◆ **Work instruction**: Collect from the data below each line with "strong".

◆ **Data to examine**:
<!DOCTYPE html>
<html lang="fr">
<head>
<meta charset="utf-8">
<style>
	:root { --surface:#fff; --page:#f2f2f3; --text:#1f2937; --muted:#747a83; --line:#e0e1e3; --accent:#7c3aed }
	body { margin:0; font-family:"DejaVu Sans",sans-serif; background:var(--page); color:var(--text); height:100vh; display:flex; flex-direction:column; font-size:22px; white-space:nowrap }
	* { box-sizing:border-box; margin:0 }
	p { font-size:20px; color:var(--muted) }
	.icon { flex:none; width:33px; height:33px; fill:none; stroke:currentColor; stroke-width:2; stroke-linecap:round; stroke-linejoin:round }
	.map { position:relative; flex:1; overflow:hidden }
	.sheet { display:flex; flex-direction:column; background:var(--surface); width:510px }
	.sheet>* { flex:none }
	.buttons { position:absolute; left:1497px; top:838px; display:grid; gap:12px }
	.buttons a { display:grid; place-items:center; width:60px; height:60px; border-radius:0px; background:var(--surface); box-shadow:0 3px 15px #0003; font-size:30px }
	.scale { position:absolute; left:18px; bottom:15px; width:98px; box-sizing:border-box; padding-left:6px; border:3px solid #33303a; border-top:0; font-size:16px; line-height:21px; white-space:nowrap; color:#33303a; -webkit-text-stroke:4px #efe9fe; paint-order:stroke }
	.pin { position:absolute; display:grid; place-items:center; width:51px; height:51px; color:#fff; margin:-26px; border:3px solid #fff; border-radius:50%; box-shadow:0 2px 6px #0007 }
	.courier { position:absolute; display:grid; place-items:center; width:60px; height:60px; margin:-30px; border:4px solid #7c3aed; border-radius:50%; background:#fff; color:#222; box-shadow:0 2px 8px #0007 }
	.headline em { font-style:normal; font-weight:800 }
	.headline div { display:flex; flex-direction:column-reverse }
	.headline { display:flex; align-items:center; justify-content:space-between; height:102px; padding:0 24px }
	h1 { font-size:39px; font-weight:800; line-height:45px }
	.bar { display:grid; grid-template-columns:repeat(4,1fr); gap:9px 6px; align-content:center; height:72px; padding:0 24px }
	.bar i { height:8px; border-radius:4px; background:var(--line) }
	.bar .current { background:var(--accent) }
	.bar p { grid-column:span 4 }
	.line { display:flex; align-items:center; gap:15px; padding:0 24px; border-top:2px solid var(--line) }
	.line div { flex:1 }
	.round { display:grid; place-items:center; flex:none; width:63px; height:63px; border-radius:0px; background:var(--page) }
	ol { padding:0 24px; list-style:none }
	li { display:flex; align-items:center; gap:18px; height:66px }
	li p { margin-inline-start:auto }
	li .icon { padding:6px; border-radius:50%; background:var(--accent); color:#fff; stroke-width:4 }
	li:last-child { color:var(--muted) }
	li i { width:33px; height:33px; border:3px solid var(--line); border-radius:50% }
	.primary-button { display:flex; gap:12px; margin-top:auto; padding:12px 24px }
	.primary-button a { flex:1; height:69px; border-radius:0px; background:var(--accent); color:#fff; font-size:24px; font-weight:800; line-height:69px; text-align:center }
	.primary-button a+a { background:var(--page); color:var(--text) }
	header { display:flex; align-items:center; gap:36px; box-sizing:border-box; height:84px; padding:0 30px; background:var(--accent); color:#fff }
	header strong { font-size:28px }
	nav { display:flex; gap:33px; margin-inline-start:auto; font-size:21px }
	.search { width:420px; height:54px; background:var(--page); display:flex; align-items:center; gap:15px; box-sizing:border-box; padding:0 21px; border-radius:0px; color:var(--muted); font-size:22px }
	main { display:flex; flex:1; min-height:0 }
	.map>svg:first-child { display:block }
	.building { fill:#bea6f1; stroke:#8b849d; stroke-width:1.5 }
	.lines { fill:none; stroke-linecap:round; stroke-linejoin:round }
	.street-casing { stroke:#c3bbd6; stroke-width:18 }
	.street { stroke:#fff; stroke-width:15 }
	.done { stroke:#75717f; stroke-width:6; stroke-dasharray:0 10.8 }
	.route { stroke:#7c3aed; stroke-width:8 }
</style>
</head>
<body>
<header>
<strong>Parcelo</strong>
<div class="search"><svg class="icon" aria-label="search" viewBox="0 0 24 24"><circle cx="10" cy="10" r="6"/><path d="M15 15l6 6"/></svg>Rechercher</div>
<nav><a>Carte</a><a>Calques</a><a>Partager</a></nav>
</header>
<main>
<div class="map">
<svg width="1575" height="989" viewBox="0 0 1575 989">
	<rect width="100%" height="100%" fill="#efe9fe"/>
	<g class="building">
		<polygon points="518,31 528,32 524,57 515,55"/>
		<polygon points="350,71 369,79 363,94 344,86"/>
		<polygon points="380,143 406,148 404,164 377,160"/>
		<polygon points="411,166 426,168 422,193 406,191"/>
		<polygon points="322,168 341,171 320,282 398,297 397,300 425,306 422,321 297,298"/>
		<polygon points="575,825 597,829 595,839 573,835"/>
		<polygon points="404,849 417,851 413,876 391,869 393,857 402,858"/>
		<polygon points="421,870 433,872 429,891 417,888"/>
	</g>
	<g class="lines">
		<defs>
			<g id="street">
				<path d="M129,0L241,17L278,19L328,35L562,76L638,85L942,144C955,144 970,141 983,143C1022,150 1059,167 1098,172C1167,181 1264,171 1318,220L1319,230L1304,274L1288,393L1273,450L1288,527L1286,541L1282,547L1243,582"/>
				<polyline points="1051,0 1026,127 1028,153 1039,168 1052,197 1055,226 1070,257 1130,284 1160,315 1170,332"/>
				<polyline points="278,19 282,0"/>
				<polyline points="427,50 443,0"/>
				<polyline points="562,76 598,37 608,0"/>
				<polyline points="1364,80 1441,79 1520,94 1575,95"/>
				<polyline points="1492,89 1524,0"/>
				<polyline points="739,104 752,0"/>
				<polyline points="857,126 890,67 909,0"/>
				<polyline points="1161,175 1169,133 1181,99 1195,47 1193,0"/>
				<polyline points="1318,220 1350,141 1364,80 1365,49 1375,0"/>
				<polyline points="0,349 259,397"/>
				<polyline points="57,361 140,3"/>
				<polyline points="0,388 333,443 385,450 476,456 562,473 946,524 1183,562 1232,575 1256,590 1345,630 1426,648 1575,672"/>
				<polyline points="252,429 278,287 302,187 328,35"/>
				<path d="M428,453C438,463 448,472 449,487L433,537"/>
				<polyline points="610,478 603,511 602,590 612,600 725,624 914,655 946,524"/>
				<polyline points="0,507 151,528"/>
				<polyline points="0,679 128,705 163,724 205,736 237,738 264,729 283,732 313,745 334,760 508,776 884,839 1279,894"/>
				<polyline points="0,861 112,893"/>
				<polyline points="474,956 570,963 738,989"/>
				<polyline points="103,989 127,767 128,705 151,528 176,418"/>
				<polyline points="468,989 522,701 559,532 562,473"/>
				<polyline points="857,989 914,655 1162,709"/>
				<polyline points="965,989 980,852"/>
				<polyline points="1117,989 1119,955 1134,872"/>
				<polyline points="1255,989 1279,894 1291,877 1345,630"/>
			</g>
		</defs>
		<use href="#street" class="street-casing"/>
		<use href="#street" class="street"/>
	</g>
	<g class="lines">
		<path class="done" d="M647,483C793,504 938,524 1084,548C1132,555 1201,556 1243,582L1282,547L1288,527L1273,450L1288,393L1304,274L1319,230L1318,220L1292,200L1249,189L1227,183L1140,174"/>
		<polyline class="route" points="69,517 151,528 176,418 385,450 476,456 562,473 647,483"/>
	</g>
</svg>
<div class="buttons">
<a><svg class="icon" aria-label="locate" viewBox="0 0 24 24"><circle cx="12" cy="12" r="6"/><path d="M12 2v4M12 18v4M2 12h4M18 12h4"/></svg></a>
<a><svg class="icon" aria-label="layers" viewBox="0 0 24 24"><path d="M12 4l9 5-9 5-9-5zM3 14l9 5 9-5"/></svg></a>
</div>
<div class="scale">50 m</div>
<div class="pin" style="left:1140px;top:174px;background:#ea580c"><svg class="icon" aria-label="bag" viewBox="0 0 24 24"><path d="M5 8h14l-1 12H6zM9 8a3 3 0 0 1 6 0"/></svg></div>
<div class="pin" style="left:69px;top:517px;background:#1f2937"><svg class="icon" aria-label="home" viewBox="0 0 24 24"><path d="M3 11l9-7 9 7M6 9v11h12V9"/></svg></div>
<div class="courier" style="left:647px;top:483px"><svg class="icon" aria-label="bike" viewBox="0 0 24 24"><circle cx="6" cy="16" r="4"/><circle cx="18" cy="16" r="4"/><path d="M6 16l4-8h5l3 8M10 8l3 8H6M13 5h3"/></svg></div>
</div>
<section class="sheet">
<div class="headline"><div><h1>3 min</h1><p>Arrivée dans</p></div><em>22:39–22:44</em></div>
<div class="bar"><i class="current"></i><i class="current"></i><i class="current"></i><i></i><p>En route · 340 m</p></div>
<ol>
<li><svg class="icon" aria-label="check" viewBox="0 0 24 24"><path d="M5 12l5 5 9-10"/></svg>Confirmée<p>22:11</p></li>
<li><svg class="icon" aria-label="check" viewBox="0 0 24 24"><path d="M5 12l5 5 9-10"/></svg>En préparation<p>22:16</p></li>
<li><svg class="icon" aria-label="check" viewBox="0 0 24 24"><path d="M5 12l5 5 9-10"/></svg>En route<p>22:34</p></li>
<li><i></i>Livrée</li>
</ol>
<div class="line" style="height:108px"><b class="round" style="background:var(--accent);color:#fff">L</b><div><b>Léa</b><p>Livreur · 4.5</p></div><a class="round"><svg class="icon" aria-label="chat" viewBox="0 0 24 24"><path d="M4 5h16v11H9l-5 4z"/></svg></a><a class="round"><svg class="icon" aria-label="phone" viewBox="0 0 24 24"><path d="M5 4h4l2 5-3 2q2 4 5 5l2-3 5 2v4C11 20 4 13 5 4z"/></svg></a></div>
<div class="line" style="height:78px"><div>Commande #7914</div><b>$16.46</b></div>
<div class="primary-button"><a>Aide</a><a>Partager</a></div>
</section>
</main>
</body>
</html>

◆ **Response to this task**:
	header strong { font-size:28px }
<strong>Parcelo</strong>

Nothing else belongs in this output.